Las acusaciones pidieron ayer que se prorrogue la prisión preventiva para el acusado de la muerte de la hostelera de la Ruta al apreciar riesgo de fuga

OLAYA SUÁREZ GIJÓN.

'Makelele' tiene una nueva relación sentimental con una mujer española desde hace más de un año. Fue el argumento esgrimido por su abogada para respaldar el arraigo que supuestamente tiene en Gijón y que frenaría esa fuga que alegaron la Fiscalía y la acusación particular para solicitar ayer la prórroga de la prisión preventiva hasta que se celebre el juicio por el crimen de Sonia Meléndez Mitre, la que fuera su pareja sentimental y jefa en una vinatería de la Ruta en la que trabajaba.

La vista se celebró en la Sección Octava de la Audiencia Provincial ante el magistrado Bernardo Donapetry, encargado ahora de dictaminar si se decreta la permanencia en prisión del acusado más allá de los dos años que un reo puede esperar para ser juzgado. Dada la gravedad del delito y un supuesto riesgo de fuga, el fiscal y al abogado de la acusación , José Joaquín García, pidieron que continúe en el centro penitenciario de Villabona. La vista oral se celebrará previsiblemente antes de que concluya el año, mediante la modalidad de jurado popular. Haciendo uso del turno de intervención que le dio el magistrado, 'Makelele' pidió salir de prisión: «Estoy sufriendo mucho en la cárcel, quiero salir hasta que sea el juicio. Lo de Sonia no fue culpa mía», dijo. El propio tribunal de la Sección Octava de la Audiencia Provincial emitió el pasado mes de julio un auto por el cual se denegaba la puesta en libertad solicitada por su letrada, Ana Gloria Rodríguez. Durante la fase de investigación policial, el sospechoso intentó conseguir un pasaporte, supuestamente para huir del país.
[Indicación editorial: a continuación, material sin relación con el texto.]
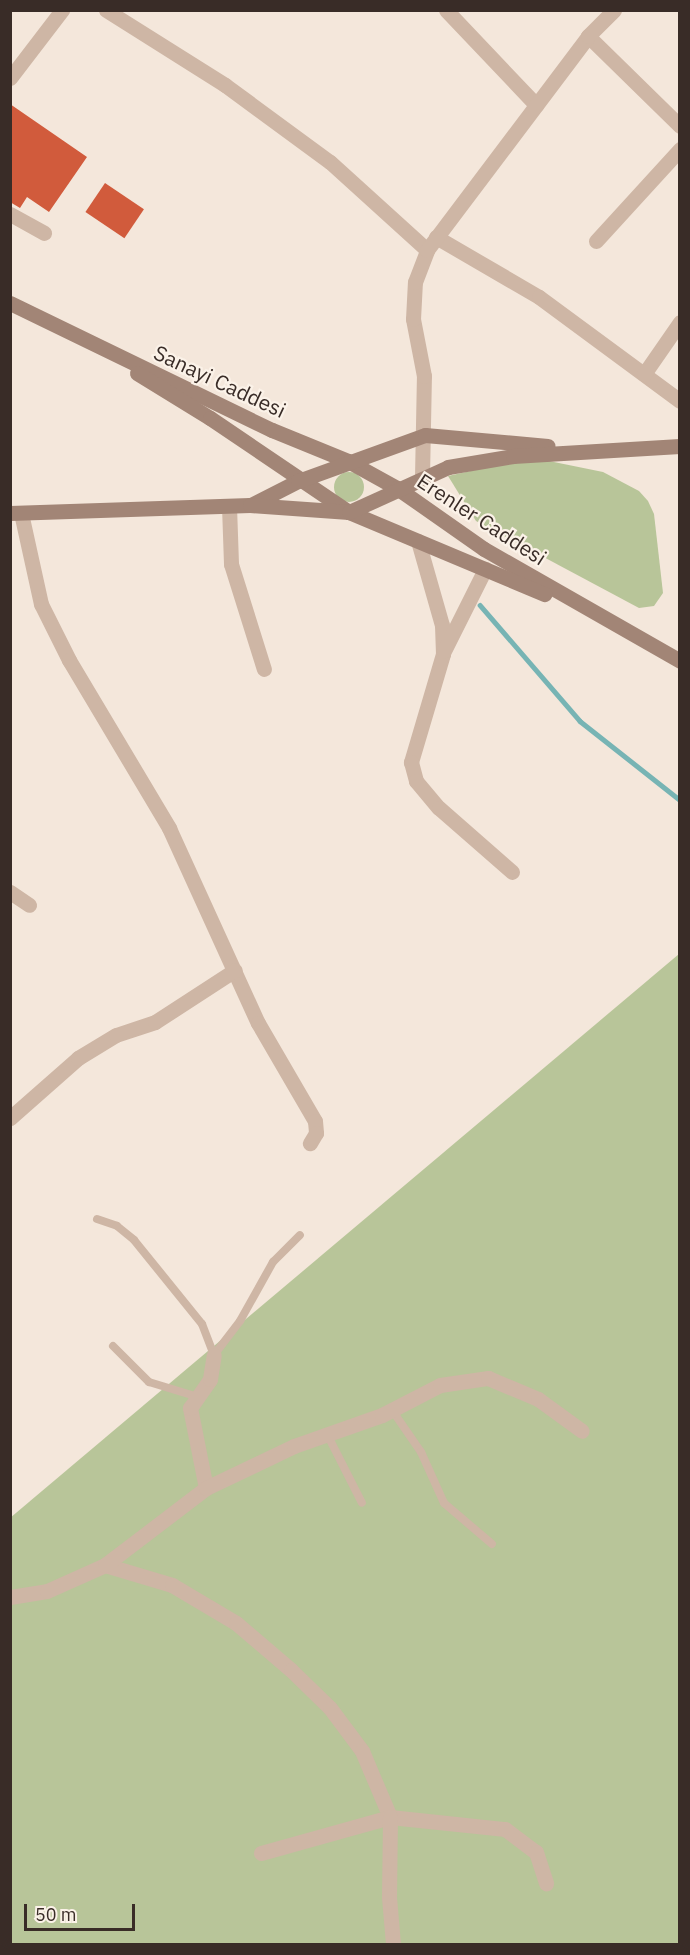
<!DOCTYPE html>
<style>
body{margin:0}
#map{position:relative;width:690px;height:1955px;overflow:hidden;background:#f4e7db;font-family:"IBM Plex Sans",sans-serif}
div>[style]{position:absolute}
.green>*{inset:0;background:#b8c599}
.round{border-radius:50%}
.stream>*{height:4.5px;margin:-2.25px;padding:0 2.25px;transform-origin:2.25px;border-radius:2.25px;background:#77b4b4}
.building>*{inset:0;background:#d15b3c;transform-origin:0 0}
.lane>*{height:8px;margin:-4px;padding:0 4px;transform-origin:4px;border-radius:4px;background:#ceb6a5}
.street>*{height:15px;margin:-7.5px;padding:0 7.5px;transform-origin:7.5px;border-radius:7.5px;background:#ceb6a5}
.secondary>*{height:15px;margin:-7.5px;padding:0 7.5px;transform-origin:7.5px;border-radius:7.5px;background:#a28576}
span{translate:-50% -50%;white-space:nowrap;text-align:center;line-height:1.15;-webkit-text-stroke:4.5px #fbf2e8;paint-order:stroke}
.street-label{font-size:21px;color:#392c27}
.frame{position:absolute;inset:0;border:12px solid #392c27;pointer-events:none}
.scale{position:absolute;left:24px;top:1904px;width:111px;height:27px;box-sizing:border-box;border:3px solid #392c27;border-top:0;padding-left:8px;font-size:18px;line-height:21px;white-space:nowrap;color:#392c27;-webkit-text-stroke:4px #fbf2e8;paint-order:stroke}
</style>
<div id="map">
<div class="green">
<div style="clip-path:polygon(549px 461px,603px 472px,639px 491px,648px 501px,654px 514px,663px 593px,654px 606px,639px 608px,476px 521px,448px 476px,502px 464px)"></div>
<div class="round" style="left:334px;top:472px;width:30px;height:30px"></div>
<div style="clip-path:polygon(679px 954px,679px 1944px,11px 1944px,10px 1518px)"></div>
</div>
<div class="stream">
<div style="left:480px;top:605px;width:153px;rotate:49.2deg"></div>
<div style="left:580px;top:721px;width:127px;rotate:38.3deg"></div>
</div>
<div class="building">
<div style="clip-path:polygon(10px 104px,87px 157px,49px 212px,27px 197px,20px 208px,10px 202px)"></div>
<div style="left:105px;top:183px;width:47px;height:35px;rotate:34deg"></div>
</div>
<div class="lane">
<div style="left:97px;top:1219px;width:21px;rotate:19deg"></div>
<div style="left:117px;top:1226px;width:22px;rotate:39deg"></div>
<div style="left:134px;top:1240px;width:108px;rotate:51deg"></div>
<div style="left:202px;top:1324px;width:33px;rotate:69deg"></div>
<div style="left:113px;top:1346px;width:51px;rotate:45deg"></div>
<div style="left:149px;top:1382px;width:48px;rotate:16.9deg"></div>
<div style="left:214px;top:1355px;width:43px;rotate:-52.6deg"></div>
<div style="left:240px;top:1321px;width:68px;rotate:-60.8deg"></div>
<div style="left:273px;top:1262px;width:38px;rotate:-45deg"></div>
<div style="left:392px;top:1410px;width:51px;rotate:55.4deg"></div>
<div style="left:421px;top:1452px;width:56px;rotate:65.7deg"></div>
<div style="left:444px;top:1503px;width:63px;rotate:40.5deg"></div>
<div style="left:327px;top:1434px;width:77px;rotate:63.1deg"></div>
</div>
<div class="street">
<div style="left:106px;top:10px;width:141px;rotate:32.2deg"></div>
<div style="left:225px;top:85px;width:130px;rotate:36.3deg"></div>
<div style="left:330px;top:162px;width:131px;rotate:42.2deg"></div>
<div style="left:446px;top:10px;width:131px;rotate:46.5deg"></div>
<div style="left:588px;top:36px;width:129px;rotate:44.4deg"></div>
<div style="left:10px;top:78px;width:86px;rotate:-52.6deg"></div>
<div style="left:10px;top:214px;width:39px;rotate:29deg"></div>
<div style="left:436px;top:237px;width:119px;rotate:30.2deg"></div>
<div style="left:539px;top:297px;width:175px;rotate:36.4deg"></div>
<div style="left:596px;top:241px;width:125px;rotate:-47.6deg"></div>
<div style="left:644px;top:374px;width:63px;rotate:-55.3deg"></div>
<div style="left:422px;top:477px;width:101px;rotate:-88.9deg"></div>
<div style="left:424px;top:376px;width:58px;rotate:-100.9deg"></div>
<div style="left:413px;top:319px;width:37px;rotate:-87deg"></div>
<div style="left:415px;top:282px;width:34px;rotate:-69deg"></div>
<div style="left:427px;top:250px;width:268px;rotate:-53deg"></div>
<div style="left:588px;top:36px;width:37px;rotate:-45deg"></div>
<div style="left:229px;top:506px;width:58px;rotate:88deg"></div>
<div style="left:231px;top:564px;width:110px;rotate:72.6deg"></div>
<div style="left:21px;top:513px;width:93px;rotate:77.6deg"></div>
<div style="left:41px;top:604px;width:63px;rotate:63.4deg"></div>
<div style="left:69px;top:660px;width:196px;rotate:59.2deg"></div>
<div style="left:169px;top:828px;width:214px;rotate:65.5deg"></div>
<div style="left:258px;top:1023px;width:113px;rotate:59.8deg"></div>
<div style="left:315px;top:1121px;width:12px;rotate:85deg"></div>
<div style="left:316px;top:1133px;width:12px;rotate:121deg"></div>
<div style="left:418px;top:541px;width:87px;rotate:74.1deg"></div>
<div style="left:442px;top:625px;width:29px;rotate:88deg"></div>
<div style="left:443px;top:654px;width:113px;rotate:106.5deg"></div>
<div style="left:411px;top:762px;width:20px;rotate:75deg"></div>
<div style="left:416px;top:781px;width:35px;rotate:50deg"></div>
<div style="left:439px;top:808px;width:97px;rotate:41.2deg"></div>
<div style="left:444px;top:651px;width:92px;rotate:-63.4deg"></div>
<div style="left:10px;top:892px;width:23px;rotate:34deg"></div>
<div style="left:10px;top:1118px;width:91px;rotate:-41.4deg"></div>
<div style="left:78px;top:1058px;width:44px;rotate:-31.2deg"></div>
<div style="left:116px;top:1035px;width:41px;rotate:-18.4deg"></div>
<div style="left:155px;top:1022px;width:95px;rotate:-33deg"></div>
<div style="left:206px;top:1488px;width:82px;rotate:-101.3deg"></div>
<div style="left:190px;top:1408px;width:35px;rotate:-55deg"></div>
<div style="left:210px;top:1379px;width:24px;rotate:-81deg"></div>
<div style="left:105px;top:1565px;width:70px;rotate:16.6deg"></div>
<div style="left:172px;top:1585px;width:74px;rotate:30.7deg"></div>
<div style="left:236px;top:1623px;width:72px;rotate:40.5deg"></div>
<div style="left:291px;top:1670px;width:54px;rotate:44.3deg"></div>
<div style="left:330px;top:1708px;width:54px;rotate:53.3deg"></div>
<div style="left:362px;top:1751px;width:72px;rotate:67deg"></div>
<div style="left:390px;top:1817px;width:116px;rotate:6deg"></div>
<div style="left:505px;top:1829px;width:39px;rotate:37deg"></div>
<div style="left:536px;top:1852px;width:33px;rotate:72deg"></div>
<div style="left:10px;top:1597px;width:37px;rotate:-9deg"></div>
<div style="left:47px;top:1591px;width:64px;rotate:-24.1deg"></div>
<div style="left:105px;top:1565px;width:127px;rotate:-37.3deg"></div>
<div style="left:206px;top:1488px;width:98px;rotate:-25.5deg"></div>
<div style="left:294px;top:1446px;width:93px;rotate:-19.4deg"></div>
<div style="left:382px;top:1415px;width:65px;rotate:-27.3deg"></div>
<div style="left:440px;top:1385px;width:49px;rotate:-8.3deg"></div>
<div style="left:488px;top:1378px;width:54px;rotate:22.8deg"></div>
<div style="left:538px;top:1399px;width:54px;rotate:36deg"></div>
<div style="left:261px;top:1853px;width:134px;rotate:-15.6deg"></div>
<div style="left:390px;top:1817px;width:80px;rotate:90.7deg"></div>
<div style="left:389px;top:1897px;width:47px;rotate:85.1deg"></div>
</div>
<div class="secondary">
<div style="left:10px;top:303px;width:291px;rotate:25.9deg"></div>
<div style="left:272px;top:430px;width:82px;rotate:22.2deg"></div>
<div style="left:348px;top:461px;width:56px;rotate:28.9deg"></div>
<div style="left:397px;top:488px;width:106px;rotate:35deg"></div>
<div style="left:484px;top:549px;width:226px;rotate:29.7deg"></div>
<div style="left:137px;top:373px;width:86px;rotate:31.7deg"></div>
<div style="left:210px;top:418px;width:168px;rotate:34.1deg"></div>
<div style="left:349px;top:512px;width:212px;rotate:22.8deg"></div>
<div style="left:251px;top:505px;width:53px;rotate:-27.1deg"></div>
<div style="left:298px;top:481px;width:135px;rotate:-19.9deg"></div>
<div style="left:425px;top:435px;width:123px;rotate:5.1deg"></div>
<div style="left:10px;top:513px;width:240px;rotate:-1.9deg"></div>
<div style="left:250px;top:505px;width:99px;rotate:4deg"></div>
<div style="left:349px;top:512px;width:109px;rotate:-24.4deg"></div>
<div style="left:448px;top:467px;width:66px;rotate:-9.6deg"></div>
<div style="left:513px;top:456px;width:167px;rotate:-3.4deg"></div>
</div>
<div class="street-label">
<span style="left:220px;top:381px;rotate:25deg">Sanayi Caddesi</span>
<span style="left:482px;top:519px;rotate:33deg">Erenler Caddesi</span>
</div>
<div class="frame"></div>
<div class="scale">50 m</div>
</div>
La Fiscalía solicita para Abdou Ndiaye, conocido como 'Makelele', quince años de prisión por el asesinato de la popular hostelera, en julio de 2015. La acusación pública aprecia en el crimen los agravantes de parentesco y de discriminación por razones de género y describe al procesado como violento y posesivo con la que era su pareja, muy alejado al carácter afable que mostraba con los clientes de la vinatería en la que trabajó como camarero durante años. «Tenía un carácter autoritario, pretendía imponer su criterio y adoptó de forma progresiva actitudes de control y de dominación tanto en el ámbito de la relación personal como con ocasión del desempeño de su actividad laboral», señalan en el escrito de calificación. La acusación particular considera que los hechos son constitutivos de un delito de asesinato.